Renal cell carcinomas (RCCs) are highly hypoxic tumors characterized by dysregulated, arborizing vasculature. This aberrant vasculature is typically attributed to the hyperactive signaling from hypoxia-inducible factors (HIFs) common in these tumors. The primary regulator of HIFs, the protein product of the von Hippel Lindau (pVHL) gene, is commonly mutated in RCCs. While HIFs are responsible for activating a myriad of proangiogenic genes, the tumor suppressor p53 is key for the transcription of many antiangiogenic genes.
The gene that encodes p53, TP53, is rarely mutated in RCCs, suggesting that there must be another mechanism leading to its inactivation. It has previously been shown that pVHL binds p53, which increases p53 stability and activity in response to genotoxic stress. A protein that downregulates p53 is the oncoprotein murine double minute 2 (Mdm2), which is activated in response to genotoxic stress. We and others have shown that Mdm2 is detected in many tumor types and is correlated with high-grade, metastatic tumors. While the downregulation of p53 by Mdm2 is typically considered to be the primary function of Mdm2, our group has shown that Mdm2 can function independently of p53 to regulate the early stages of metastasis as well as increase HIFs. Collectively these observations raised the question: does Mdm2 have an indirect effect on the activity of p53 in the hypoxic microenvironment of RCCs?
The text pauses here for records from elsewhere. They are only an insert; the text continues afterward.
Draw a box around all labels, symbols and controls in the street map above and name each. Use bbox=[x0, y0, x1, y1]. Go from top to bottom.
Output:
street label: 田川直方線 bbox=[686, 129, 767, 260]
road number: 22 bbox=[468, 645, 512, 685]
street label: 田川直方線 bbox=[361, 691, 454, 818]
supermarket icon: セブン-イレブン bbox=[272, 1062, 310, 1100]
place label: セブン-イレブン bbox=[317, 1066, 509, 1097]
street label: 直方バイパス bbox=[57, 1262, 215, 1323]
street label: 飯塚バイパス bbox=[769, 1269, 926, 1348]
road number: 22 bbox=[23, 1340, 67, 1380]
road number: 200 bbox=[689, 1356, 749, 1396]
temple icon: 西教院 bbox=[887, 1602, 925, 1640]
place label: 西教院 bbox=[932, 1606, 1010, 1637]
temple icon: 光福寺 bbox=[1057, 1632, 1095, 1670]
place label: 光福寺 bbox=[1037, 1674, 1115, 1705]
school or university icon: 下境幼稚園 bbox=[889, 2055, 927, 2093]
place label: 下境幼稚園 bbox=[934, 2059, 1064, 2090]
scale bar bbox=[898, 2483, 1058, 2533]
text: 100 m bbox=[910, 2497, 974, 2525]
Our work shows there is a complex interplay between pVHL and Mdm2. We found that Mdm2 will bind directly to pVHL and conjugate a ubiquitin-like polypeptide, a protein called neural precursor cell expressed developmentally downregulated 8 (nedd8), under hypoxic conditions. This is the first time anyone has shown that Mdm2 can neddylate pVHL and identifies another tumor suppressor that Mdm2 regulates. The lysine that Mdm2 conjugates nedd8 to is in the region required for binding to p53 and therefore prevents the formation of a p53-pVHL complex. We also show that the binding of pVHL to p53 is needed for the activation of antiangiogenic factors in response to hypoxia. By blocking the neddylation of pVHL (genetically or pharmacologically with pevonedistat/MLN4924), the antiangiogenic factors can be induced which requires wild type p53. Re-engaging the antiangiogenic pathway diminished angiogenesis. Interestingly, using the small molecule Nutlin3, which targets the binding of Mdm2 to p53, increased p53 and Mdm2, but induction of antiangiogenic genes was absent. These data demonstrate that p53 activity is highly regulated through interaction with other proteins to induce specific genes that regulate a myriad of cellular functions. Thus, it cannot be assumed that increased p53 will retain ability to activate all target genes. Our overall finding is that under conditions that induce the neddylating activity of Mdm2, there is an indirect impact on p53 to promote angiogenesis through Mdm2 regulation of pVHL.